Page 14 of I Was Here


  “Am I looking?” I repeat.

  “For the person. From the note. Who helped her.”

  I don’t know why I’m so surprised that he knows this. He’s the one who knew it all along.

  My expression must give something away, because he nods slightly, like he understands. “Good,” he says.

  At the corner of his street, Scottie lets Samson off his leash. “Get him,” he says. I think he’s talking to the dog, but I realize he’s talking to me.

  When I get home, I take the Tylenol out of the medicine cabinet, dump the pills down the toilet, and bury the bottle in the garbage. A few days later, when Tricia gets her period and goes crazy trying to find the bottle, I play dumb.

  27

  The next time I go to the library, the front door is locked. Which is weird. I know the opening hours by heart. Closed Sunday and Mondays. Open Tuesdays from one to six. I check my phone. Tuesday, three thirty. I give the doors a shake and then, frustrated, a kick.

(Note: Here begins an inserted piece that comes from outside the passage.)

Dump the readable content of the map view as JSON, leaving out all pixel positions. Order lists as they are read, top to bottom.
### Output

  I come back the next day, when the library should be open all day, but it’s the same thing. Mrs. Banks is inside, though. I knock on the door.

  “What’s going on?” I ask her when she unlocks it.

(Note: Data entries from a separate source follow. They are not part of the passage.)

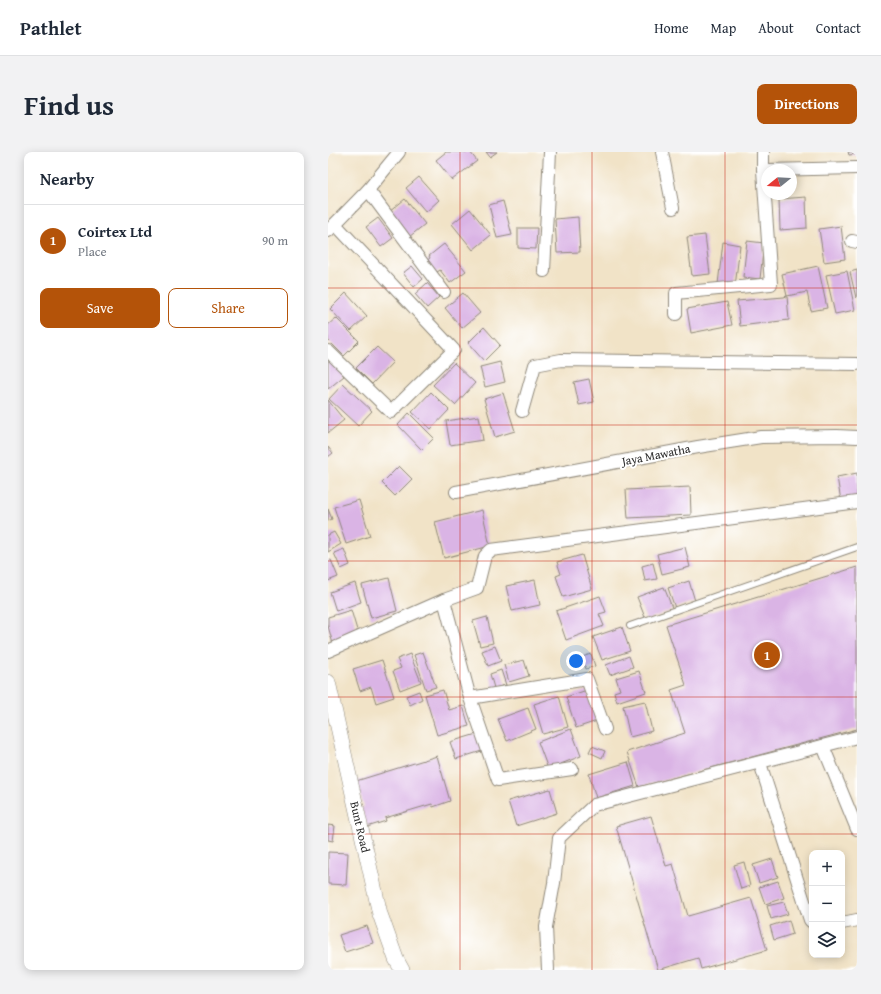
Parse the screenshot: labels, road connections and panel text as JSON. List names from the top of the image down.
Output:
{
  "streets": {
    "street": ["Jaya Mawatha", "Bunt Road"]
  },
  "north": "left",
  "page": {
    "header": "Pathlet",
    "nav": [
      "Home",
      "Map",
      "About",
      "Contact"
    ],
    "title": "Find us",
    "buttons": [
      "Directions",
      ["Save", "Share"]
    ],
    "heading": "Nearby",
    "list": [
      {
        "mark": "1",
        "name": "Coirtex Ltd",
        "note": "Place",
        "value": "90 m"
      }
    ],
    "pins": "1",
    "map_buttons": ["+", "−"]
  }
}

  “There was a small electrical fire over the weekend,” she tells me. “We have to rewire, and there’s no electricity in the building until then. We’ve been warning them about the wiring for years.” She shakes her head and sighs. “Budget cuts.”

  “What am I supposed to do?” I cry. The library has become my lifeline, my conduit to All_BS. It’s already been four days since we last communicated, and I’m strung out.

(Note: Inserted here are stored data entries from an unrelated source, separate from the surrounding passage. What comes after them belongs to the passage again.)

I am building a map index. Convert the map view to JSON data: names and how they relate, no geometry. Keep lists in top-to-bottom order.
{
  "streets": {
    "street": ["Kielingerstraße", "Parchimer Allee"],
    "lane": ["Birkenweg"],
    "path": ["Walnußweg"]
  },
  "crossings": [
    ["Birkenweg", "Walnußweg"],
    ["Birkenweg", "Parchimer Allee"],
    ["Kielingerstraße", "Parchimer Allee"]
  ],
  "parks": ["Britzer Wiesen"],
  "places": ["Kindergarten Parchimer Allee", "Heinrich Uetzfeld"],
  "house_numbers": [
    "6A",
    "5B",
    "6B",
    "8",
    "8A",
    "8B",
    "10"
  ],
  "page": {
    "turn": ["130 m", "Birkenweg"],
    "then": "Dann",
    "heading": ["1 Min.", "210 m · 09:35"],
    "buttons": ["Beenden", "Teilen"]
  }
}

  Mrs. Banks smiles. “Don’t worry. I’ve thought of that.” She goes back inside and returns with a shopping bag full of books. “You can keep them until we reopen. Shouldn’t be longer than a week or two. These are off the grid, so to speak,” she says with a wink. “So we’re on the honor system. But I trust you.”

  x x x

  The next time I have Internet access is Friday at Mrs. Chandler’s. But she’s there, so there’s no sneaking the signal. I’m desperate to hear from All_BS, desperate enough to explain to Mrs. Chandler about the library fire and ask if I can stay after work to check my email using her Wi-Fi connection. Mrs. Chandler looks at me a long time. “You don’t have Internet at your house?” she asks. I shake my head, embarrassed. “Of course,” she says. “Use it any time.”

  I’m itchy and anxious when I log on. What if All_BS has lost interest? But then I see the number of unread messages from him. The silence has worked in my favor. Used to hearing from me almost every day, except Sundays and Mondays, All_BS is clearly worried that I haven’t responded to his messages in nearly a week. The tone of his messages is one of increasing concern. I can’t quite tell if he’s worried that I offed myself without telling him—or that I changed my mind.

  Tricia always says that guys want you more when they think they can’t have you.

  I reassure him that it’s just Internet access issues. And then I think of Mrs. Chandler’s concerned face, and I get an idea.

  I don’t think I’ll have regular access to Internet again for a while, I write, playing up the library’s electrical problems. And I don’t know how I’ll do this without your help. I already chose my route, but if I don’t catch the bus soon, I might miss it. Is there any other way we can communicate? Like on the phone?

  It feels like it takes an hour for his response to arrive, though it only takes five minutes.

  That’s not wise, he writes back.

  I force myself to wait ten minutes before replying. I don’t see any other way, I write. And then I type my cell phone number. Call if you can.

  x x x

  I hear nothing. And without Internet, we can’t have our email communication either. I am disgusted to admit it to myself, but I miss the back and forth. Which really means I miss him.

  Work is tedious. No matter how much I scrub and polish, the houses still seem dingy to me. One morning I arrive at the Purdues’ and see Mr. Purdue’s car in the driveway, and I want to run away, but where is there to go? I steel myself and open the door with the key Mrs. Purdue hides for me under the fake rock.

  I’m in the kitchen, digging out the cleaning supplies from under the sink, when Mr. Purdue breezes in. “I took a sick day,” he informs me, answering a question I didn’t ask.

  “Hope you feel better.”

  “Oh, I’m fine. It’s more of a mental health day.”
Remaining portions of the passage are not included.